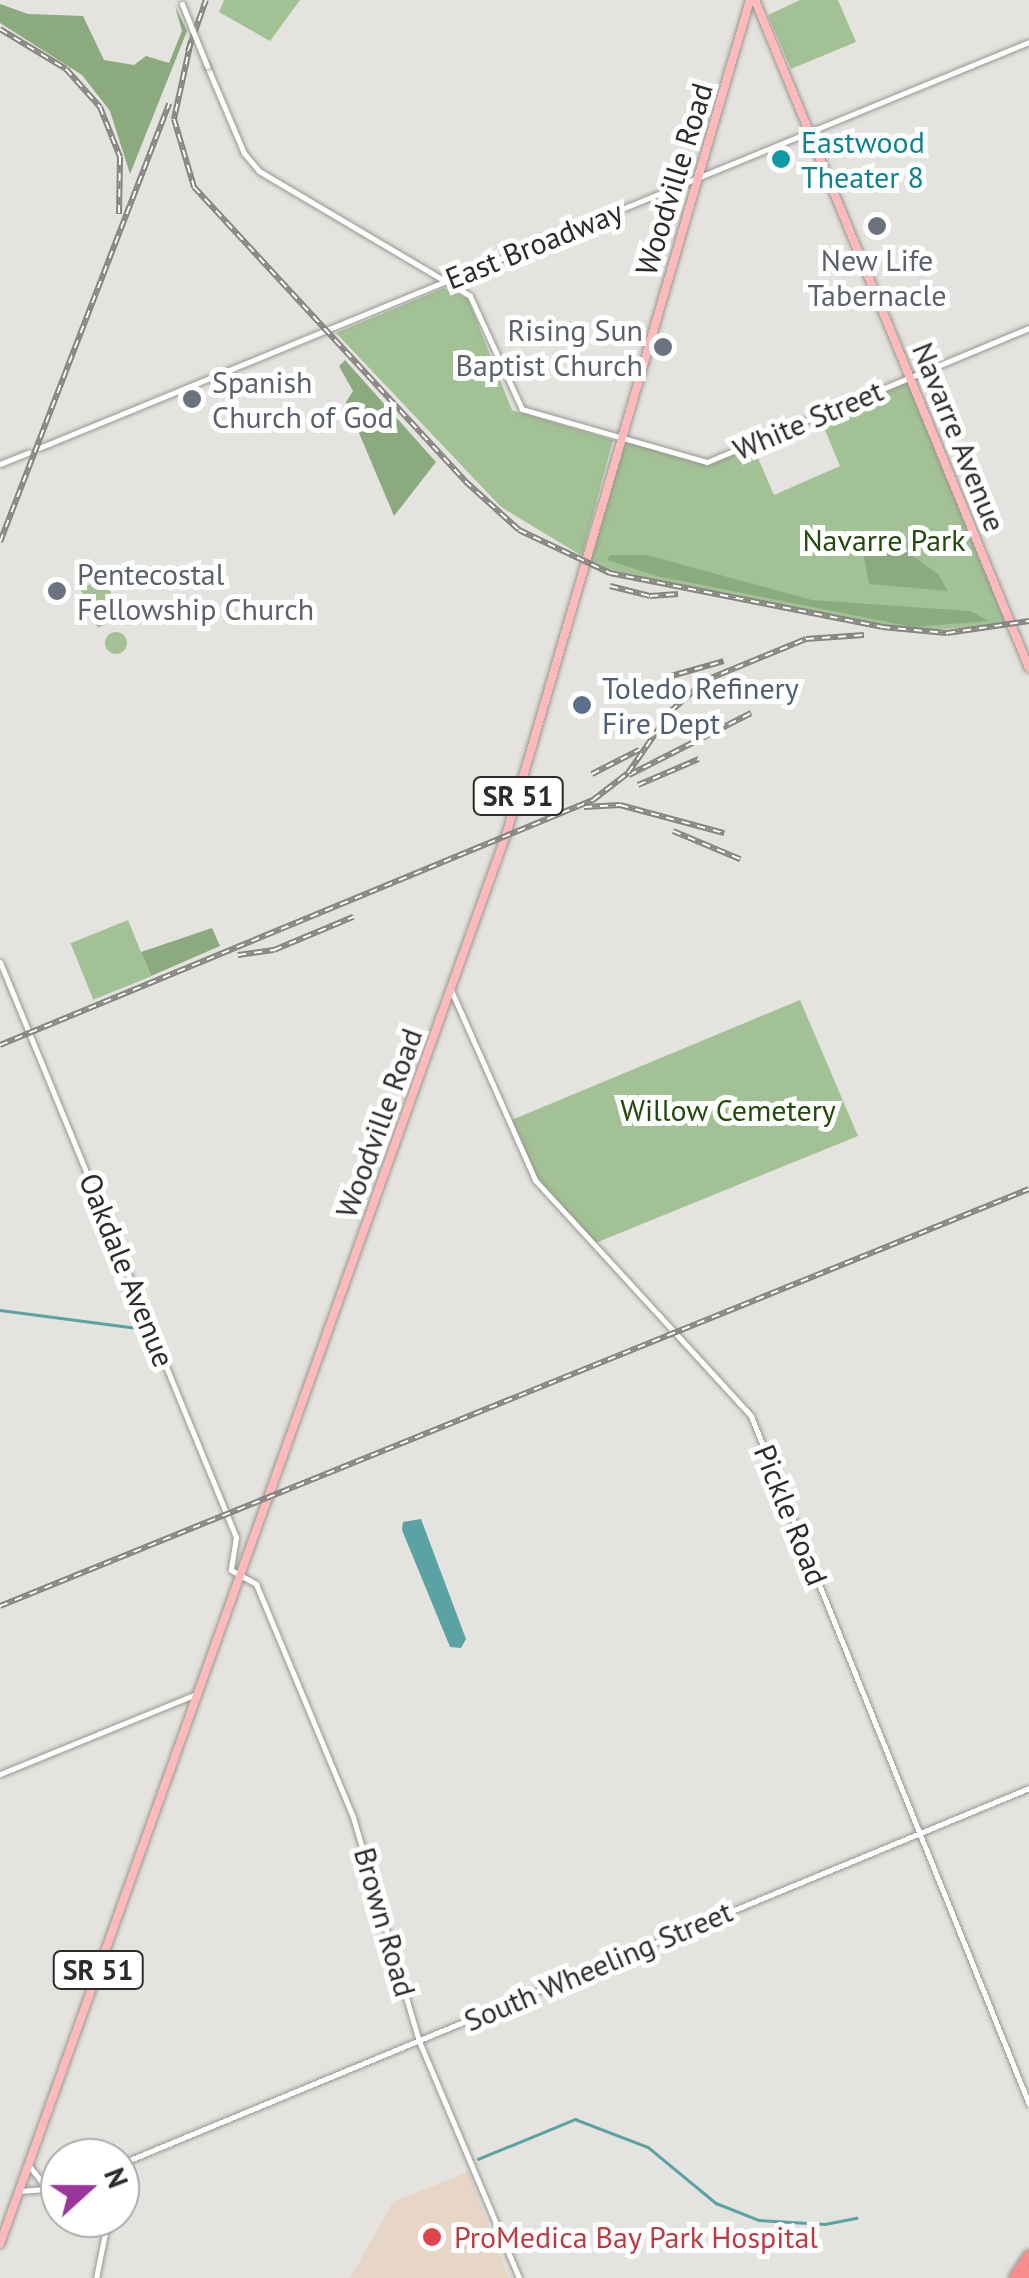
<!DOCTYPE html>
<style>
body{margin:0}
#map{position:relative;width:1029px;height:2278px;overflow:hidden;background:#e5e3df;font-family:"PT Sans",sans-serif}
div>[style]{position:absolute}
[style*='--x']{left:calc(var(--x)*1px);top:calc(var(--y)*1px);width:calc(var(--w)*1px);rotate:calc(var(--a)*1deg)}
.medical>*{inset:0;background:#e7d6c5}
.green>*{inset:0;background:#a2c295;transform-origin:0 0}
.round{border-radius:50%}
.forest>*{inset:0;background:#8baa7e}
.water>*{inset:0;background:#5ba2a5}
.stream>*{height:2.5px;margin:-1.25px;padding:0 1.25px;transform-origin:1.25px;border-radius:1.25px;background:#5ba2a5}
.roads{filter:drop-shadow(0 0 2px #989692) drop-shadow(0 0 2px #989692)}
.minor>*{height:5px;margin:-2.5px;padding:0 2.5px;transform-origin:2.5px;border-radius:2.5px;background:#fff}
.major>*{height:8px;margin:-4px;padding:0 4px;transform-origin:4px;border-radius:4px;background:#fdbaba}
.highway>*{height:10px;margin:-5px;padding:0 5px;transform-origin:5px;border-radius:5px;background:#fc8c8c}
.rail>*{height:6px;margin-top:-3px;transform-origin:0;background:repeating-linear-gradient(90deg,#fff 0 8px,#868481 0 16px);box-sizing:border-box;border-block:2px solid #868481}
.bridges{filter:drop-shadow(0 0 2px #989692) drop-shadow(0 0 2px #989692)}
.minor-bridge>*{height:5px;margin:-2.5px;padding:0 2.5px;transform-origin:2.5px;border-radius:2.5px;background:#fff}
.dots>*{width:28px;height:28px;translate:-50% -50%;box-sizing:border-box;border:5px solid #fff;border-radius:50%}
span{translate:-50% -50%;white-space:nowrap;text-align:center;line-height:1.15;-webkit-text-stroke:10px #fff;paint-order:stroke}
.shield-label span{padding:2px 8px;background:#fff;border:2px solid;border-radius:8px;-webkit-text-stroke-width:0}
.shield-label{font-size:28px;color:#2d2c2a;font-weight:700}
.culture-label{font-size:30px;color:#0d838f}
.left{translate:0 -50%;text-align:left}
.street-label{font-size:30px;color:#2d2c2a}
.worship-label{font-size:30px;color:#5b616d}
.right{translate:-100% -50%;text-align:right}
.park-label{font-size:30px;color:#224a0a}
.service-label{font-size:30px;color:#4e5e75}
.health-label{font-size:30px;color:#be3a42}
.north{position:absolute;left:40px;top:2138px;width:100px;height:100px;box-sizing:border-box;background:#fff;border:2px solid #ababaa;border-radius:50%;rotate:69deg;font-size:28px;font-weight:700;line-height:40px;text-align:center;color:#2d2c2a}
.north::after{content:'';display:block;margin:auto;width:35px;height:45px;background:#99359b;clip-path:polygon(50% 0,100% 100%,50% 72%,0 100%)}
</style>
<div id="map">
<div class="medical">
<i style="clip-path:polygon(468px 2172px,509px 2278px,350px 2278px,393px 2202px)"></i>
</div>
<div class="green">
<i style="clip-path:polygon(224px 0,300px 0,270px 41px,219px 12px)"></i>
<i style="clip-path:polygon(800px 0,838px 0,856px 42px,791px 69px,768px 15px)"></i>
<i style="clip-path:polygon(444px 288px,468px 299px,512px 410px,613px 440px,582px 556px,501px 507px,336px 333px)"></i>
<i style="clip-path:polygon(910px 378px,1012px 625px,912px 631px,587px 565px,622px 438px,703px 462px,752px 444px,774px 495px,840px 466px,819px 416px)"></i>
<i style="left:104px;top:578px;width:43px;height:26px;rotate:66deg"></i>
<i class="round" style="left:105px;top:632px;width:22px;height:22px"></i>
<i style="left:128px;top:920px;width:61px;height:62px;rotate:68deg"></i>
<i style="clip-path:polygon(800px 1000px,858px 1136px,593px 1244px,535px 1180px,507px 1122px)"></i>
</div>
<div class="forest">
<i style="clip-path:polygon(0 4px,28px 14px,83px 16px,104px 60px,134px 65px,146px 56px,169px 63px,182px 31px,175px 6px,187px 31px,130px 174px,110px 111px,82px 75px,0 23px)"></i>
<i style="clip-path:polygon(345px 360px,436px 462px,394px 516px,346px 402px,353px 391px,339px 366px)"></i>
<i style="clip-path:polygon(883px 535px,938px 574px,948px 591px,869px 584px,862px 546px)"></i>
<i style="clip-path:polygon(610px 555px,647px 555px,812px 600px,970px 611px,989px 621px,913px 627px,657px 576px,607px 560px)"></i>
<i style="clip-path:polygon(212px 928px,220px 946px,151px 976px,141px 952px)"></i>
</div>
<div class="water">
<i style="clip-path:polygon(421px 1519px,466px 1639px,461px 1648px,450px 1647px,402px 1530px,403px 1522px)"></i>
</div>
<div class="stream">
<i style="--x:0;--y:1310;--w:138;--a:7.5"></i>
<i style="--x:478;--y:2159;--w:105;--a:-22.4"></i>
<i style="--x:575;--y:2119;--w:78;--a:21"></i>
<i style="--x:648;--y:2147;--w:88;--a:39.5"></i>
<i style="--x:716;--y:2203;--w:46;--a:21.6"></i>
<i style="--x:759;--y:2220;--w:66;--a:3.5"></i>
<i style="--x:825;--y:2224;--w:32;--a:-11"></i>
</div>
<div class="roads">
<div class="minor">
<i style="--x:207;--y:66;--w:95;--a:67"></i>
<i style="--x:244;--y:153;--w:23;--a:50"></i>
<i style="--x:259;--y:171;--w:245;--a:30.6"></i>
<i style="--x:470;--y:296;--w:124;--a:65.3"></i>
<i style="--x:522;--y:409;--w:192;--a:16"></i>
<i style="--x:707;--y:462;--w:349;--a:-22.6"></i>
<i style="--x:39;--y:448;--w:1070;--a:-22.3"></i>
<i style="--x:0;--y:464;--w:31;--a:-22"></i>
<i style="--x:0;--y:962;--w:622;--a:67.69"></i>
<i style="--x:236;--y:1537;--w:33;--a:99"></i>
<i style="--x:231;--y:1570;--w:29;--a:29"></i>
<i style="--x:256;--y:1584;--w:252;--a:67.4"></i>
<i style="--x:353;--y:1817;--w:234;--a:73.6"></i>
<i style="--x:419;--y:2041;--w:257;--a:67.1"></i>
<i style="--x:451;--y:990;--w:208;--a:66.1"></i>
<i style="--x:535;--y:1180;--w:320;--a:47.5"></i>
<i style="--x:751;--y:1416;--w:742;--a:68"></i>
<i style="--x:0;--y:1774;--w:214;--a:-22.2"></i>
<i style="--x:120;--y:2164;--w:984;--a:-22.47"></i>
<i style="--x:30;--y:2167;--w:28;--a:52"></i>
<i style="--x:19;--y:2191;--w:41;--a:-4.2"></i>
<i style="--x:96;--y:2278;--w:61;--a:-78.7"></i>
</div>
<div class="major">
<i style="--x:755;--y:0;--w:722;--a:67.7"></i>
<i style="--x:0;--y:2244;--w:1500;--a:-70.25"></i>
<i style="--x:507;--y:832;--w:867;--a:-73.72"></i>
</div>
<div class="highway">
<i style="--x:1014;--y:2278;--w:27;--a:-57"></i>
<i style="--x:1024;--y:2278;--w:9;--a:-54"></i>
</div>
</div>
<div class="rail">
<i style="--x:0;--y:29;--w:77;--a:31.2"></i>
<i style="--x:66;--y:69;--w:51;--a:48.2"></i>
<i style="--x:100;--y:107;--w:54;--a:68.2"></i>
<i style="--x:120;--y:157;--w:57;--a:91"></i>
<i style="--x:191;--y:41;--w:80;--a:102.3"></i>
<i style="--x:174;--y:119;--w:71;--a:73.6"></i>
<i style="--x:194;--y:187;--w:400;--a:47.3"></i>
<i style="--x:465;--y:481;--w:73;--a:42.2"></i>
<i style="--x:519;--y:530;--w:101;--a:25.3"></i>
<i style="--x:610;--y:573;--w:277;--a:11.2"></i>
<i style="--x:882;--y:627;--w:65;--a:5.3"></i>
<i style="--x:947;--y:633;--w:83;--a:-8.3"></i>
<i style="--x:188;--y:51;--w:54;--a:-70.6"></i>
<i style="--x:0;--y:542;--w:470;--a:-68.9"></i>
<i style="--x:610;--y:586;--w:41;--a:14"></i>
<i style="--x:650;--y:596;--w:28;--a:-4"></i>
<i style="--x:664;--y:678;--w:62;--a:-15.8"></i>
<i style="--x:592;--y:774;--w:53;--a:-27.1"></i>
<i style="--x:629;--y:775;--w:137;--a:-26.9"></i>
<i style="--x:638;--y:785;--w:66;--a:-23.1"></i>
<i style="--x:584;--y:807;--w:36;--a:-3"></i>
<i style="--x:620;--y:805;--w:108;--a:15.1"></i>
<i style="--x:673;--y:831;--w:73;--a:22.7"></i>
<i style="--x:238;--y:955;--w:36;--a:-8"></i>
<i style="--x:274;--y:950;--w:86;--a:-22.7"></i>
<i style="--x:0;--y:1045;--w:642;--a:-22.45"></i>
<i style="--x:593;--y:800;--w:44;--a:-37.6"></i>
<i style="--x:628;--y:773;--w:75;--a:-55.3"></i>
<i style="--x:671;--y:711;--w:47;--a:-41.5"></i>
<i style="--x:706;--y:680;--w:108;--a:-22.3"></i>
<i style="--x:806;--y:639;--w:58;--a:-3.9"></i>
<i style="--x:0;--y:1606;--w:1110;--a:-22.06"></i>
</div>
<div class="bridges">
<div class="minor-bridge">
<i style="--x:182;--y:4;--w:67;--a:68"></i>
</div>
</div>
<div class="dots">
<i style="left:781px;top:159px;background:#0f9aa8"></i>
<i style="left:877px;top:226px;background:#6b7280"></i>
<i style="left:663px;top:347px;background:#6b7280"></i>
<i style="left:192px;top:399px;background:#6b7280"></i>
<i style="left:57px;top:591px;background:#6b7280"></i>
<i style="left:582px;top:705px;background:#5c6f8a"></i>
<i style="left:432px;top:2237px;background:#e0444e"></i>
</div>
<div class="shield-label">
<span style="left:518px;top:796px">SR 51</span>
<span style="left:98px;top:1970px">SR 51</span>
</div>
<div class="culture-label">
<span class="left" style="left:801px;top:159px">Eastwood<br>Theater 8</span>
</div>
<div class="street-label">
<span style="left:674px;top:179px;rotate:-73deg">Woodville Road</span>
<span style="left:534px;top:245px;rotate:-22deg">East Broadway</span>
<span style="left:808px;top:420px;rotate:-23deg">White Street</span>
<span style="left:959px;top:437px;rotate:68deg">Navarre Avenue</span>
<span style="left:379px;top:1123px;rotate:-70deg">Woodville Road</span>
<span style="left:127px;top:1270px;rotate:68deg">Oakdale Avenue</span>
<span style="left:791px;top:1515px;rotate:68deg">Pickle Road</span>
<span style="left:385px;top:1922px;rotate:74deg">Brown Road</span>
<span style="left:598px;top:1966px;rotate:-23deg">South Wheeling Street</span>
</div>
<div class="worship-label">
<span style="left:877px;top:277px">New Life<br>Tabernacle</span>
<span class="right" style="left:643px;top:347px">Rising Sun<br>Baptist Church</span>
<span class="left" style="left:212px;top:399px">Spanish<br>Church of God</span>
<span class="left" style="left:77px;top:591px">Pentecostal<br>Fellowship Church</span>
</div>
<div class="park-label">
<span style="left:884px;top:540px">Navarre Park</span>
<span style="left:728px;top:1110px">Willow Cemetery</span>
</div>
<div class="service-label">
<span class="left" style="left:602px;top:705px">Toledo Refinery<br>Fire Dept</span>
</div>
<div class="health-label">
<span class="left" style="left:454px;top:2237px">ProMedica Bay Park Hospital</span>
</div>
<div class="north">N</div>
</div>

:::::

Go through the material and copy each line that contains "bridges".

.bridges{filter:drop-shadow(0 0 2px #989692) drop-shadow(0 0 2px #989692)}
<div class="bridges">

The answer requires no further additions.